▸ **PROMPT**
Make an exact copy of the records, with the images left out.

▸ **Saved data entries**
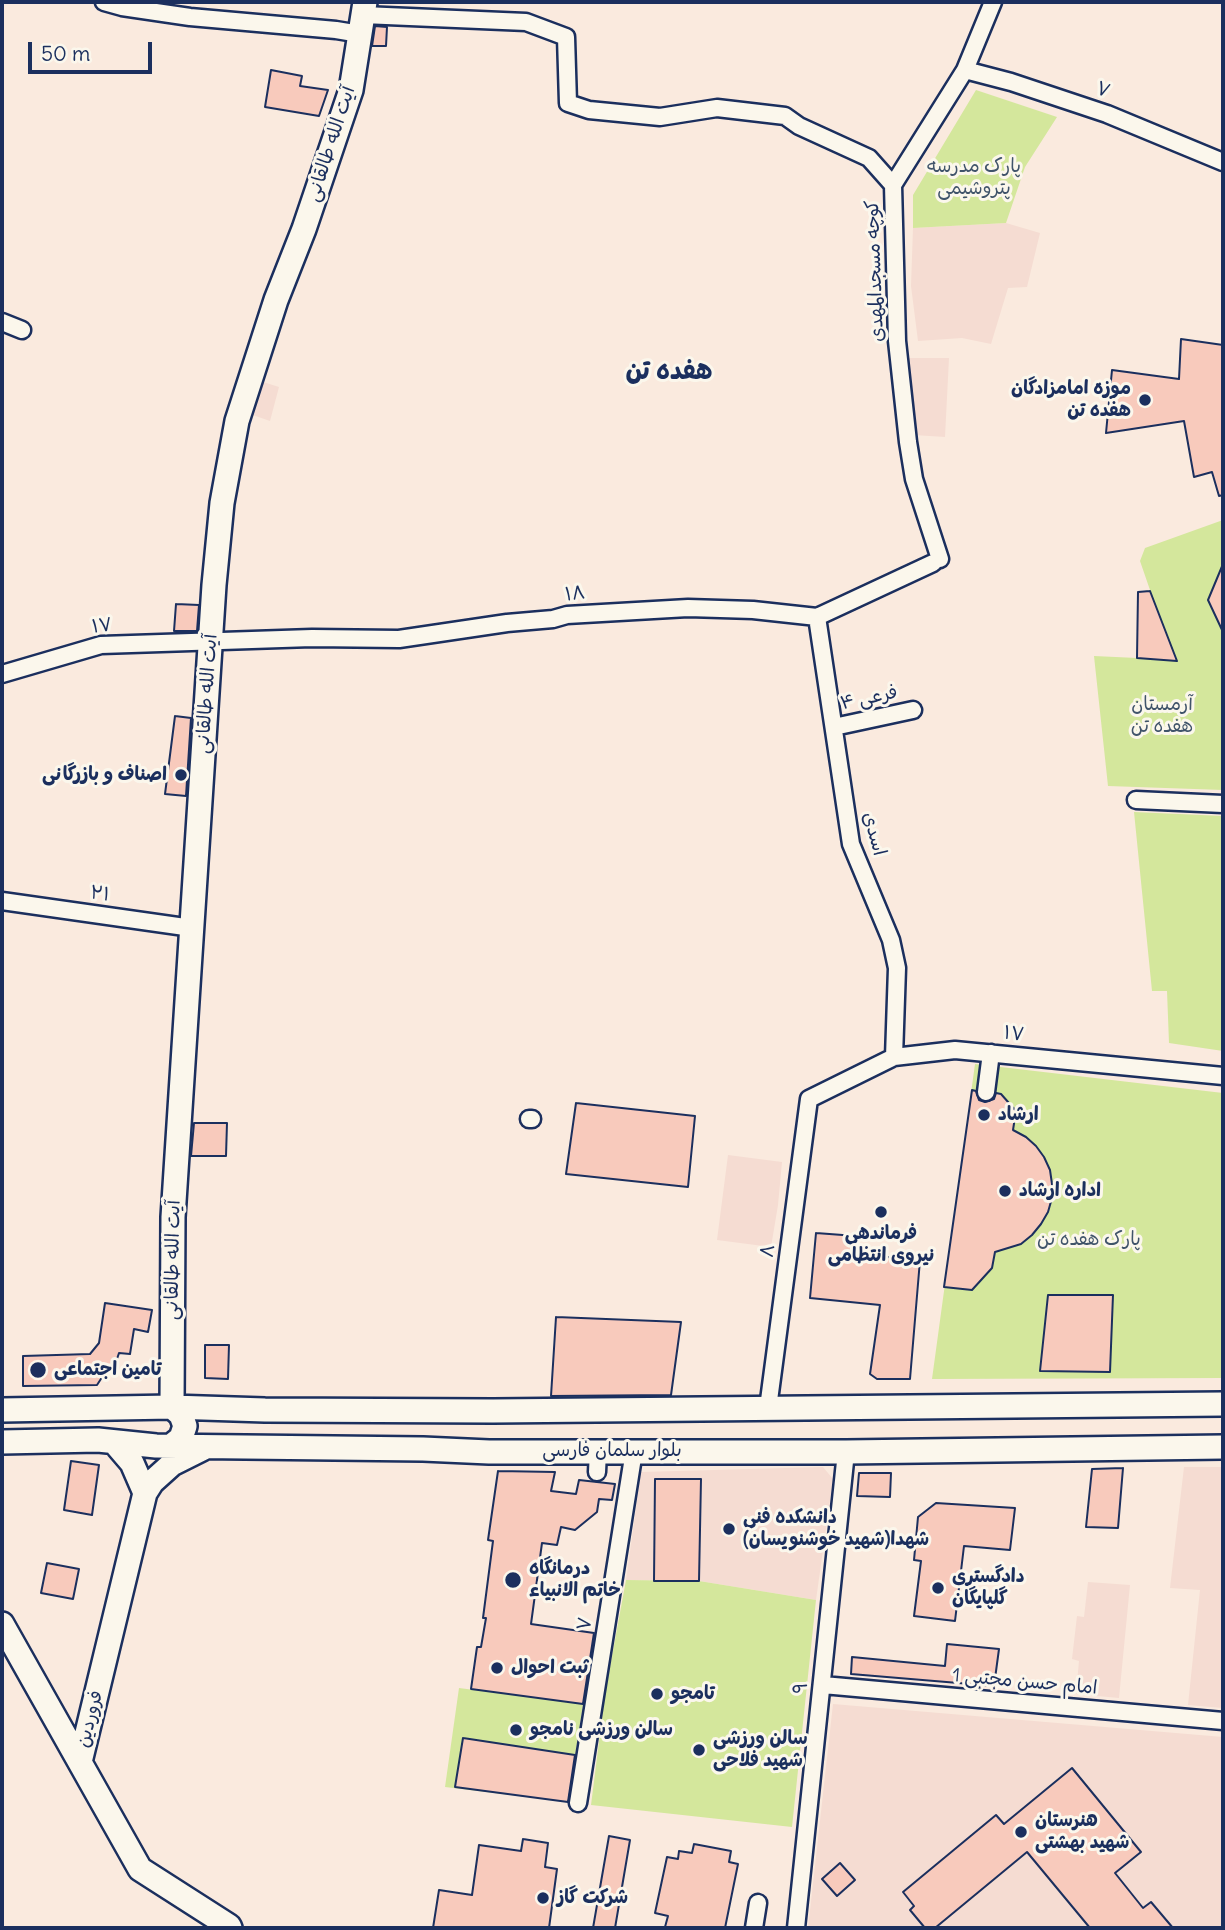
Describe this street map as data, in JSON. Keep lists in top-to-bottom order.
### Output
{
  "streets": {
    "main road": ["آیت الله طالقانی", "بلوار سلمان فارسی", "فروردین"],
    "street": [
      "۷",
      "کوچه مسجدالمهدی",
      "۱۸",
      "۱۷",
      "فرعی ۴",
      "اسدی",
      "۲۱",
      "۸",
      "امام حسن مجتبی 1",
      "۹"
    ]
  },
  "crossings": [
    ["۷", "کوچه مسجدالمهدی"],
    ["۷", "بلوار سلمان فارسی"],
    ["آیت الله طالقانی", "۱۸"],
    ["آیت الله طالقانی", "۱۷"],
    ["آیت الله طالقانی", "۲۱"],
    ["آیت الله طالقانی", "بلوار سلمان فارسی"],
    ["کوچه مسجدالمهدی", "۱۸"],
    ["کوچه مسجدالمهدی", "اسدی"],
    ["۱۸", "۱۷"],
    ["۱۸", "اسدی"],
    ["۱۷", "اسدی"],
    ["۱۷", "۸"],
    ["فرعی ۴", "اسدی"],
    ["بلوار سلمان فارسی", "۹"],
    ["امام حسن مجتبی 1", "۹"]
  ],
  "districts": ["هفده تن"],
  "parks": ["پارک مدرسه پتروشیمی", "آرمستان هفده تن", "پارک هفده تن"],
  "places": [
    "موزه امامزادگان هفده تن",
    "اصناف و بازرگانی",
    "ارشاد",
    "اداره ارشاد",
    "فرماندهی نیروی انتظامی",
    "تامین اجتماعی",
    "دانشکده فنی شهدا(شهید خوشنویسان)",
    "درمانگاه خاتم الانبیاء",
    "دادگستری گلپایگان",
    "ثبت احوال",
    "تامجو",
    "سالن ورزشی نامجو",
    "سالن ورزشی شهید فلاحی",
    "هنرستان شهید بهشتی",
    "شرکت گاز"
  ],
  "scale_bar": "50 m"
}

▸ **RESPONSE BOX**
Describe this street map as data, in JSON. Keep lists in top-to-bottom order.
### Output
{
  "streets": {
    "main road": ["آیت الله طالقانی", "بلوار سلمان فارسی", "فروردین"],
    "street": [
      "۷",
      "کوچه مسجدالمهدی",
      "۱۸",
      "۱۷",
      "فرعی ۴",
      "اسدی",
      "۲۱",
      "۸",
      "امام حسن مجتبی 1",
      "۹"
    ]
  },
  "crossings": [
    ["۷", "کوچه مسجدالمهدی"],
    ["۷", "بلوار سلمان فارسی"],
    ["آیت الله طالقانی", "۱۸"],
    ["آیت الله طالقانی", "۱۷"],
    ["آیت الله طالقانی", "۲۱"],
    ["آیت الله طالقانی", "بلوار سلمان فارسی"],
    ["کوچه مسجدالمهدی", "۱۸"],
    ["کوچه مسجدالمهدی", "اسدی"],
    ["۱۸", "۱۷"],
    ["۱۸", "اسدی"],
    ["۱۷", "اسدی"],
    ["۱۷", "۸"],
    ["فرعی ۴", "اسدی"],
    ["بلوار سلمان فارسی", "۹"],
    ["امام حسن مجتبی 1", "۹"]
  ],
  "districts": ["هفده تن"],
  "parks": ["پارک مدرسه پتروشیمی", "آرمستان هفده تن", "پارک هفده تن"],
  "places": [
    "موزه امامزادگان هفده تن",
    "اصناف و بازرگانی",
    "ارشاد",
    "اداره ارشاد",
    "فرماندهی نیروی انتظامی",
    "تامین اجتماعی",
    "دانشکده فنی شهدا(شهید خوشنویسان)",
    "درمانگاه خاتم الانبیاء",
    "دادگستری گلپایگان",
    "ثبت احوال",
    "تامجو",
    "سالن ورزشی نامجو",
    "سالن ورزشی شهید فلاحی",
    "هنرستان شهید بهشتی",
    "شرکت گاز"
  ],
  "scale_bar": "50 m"
}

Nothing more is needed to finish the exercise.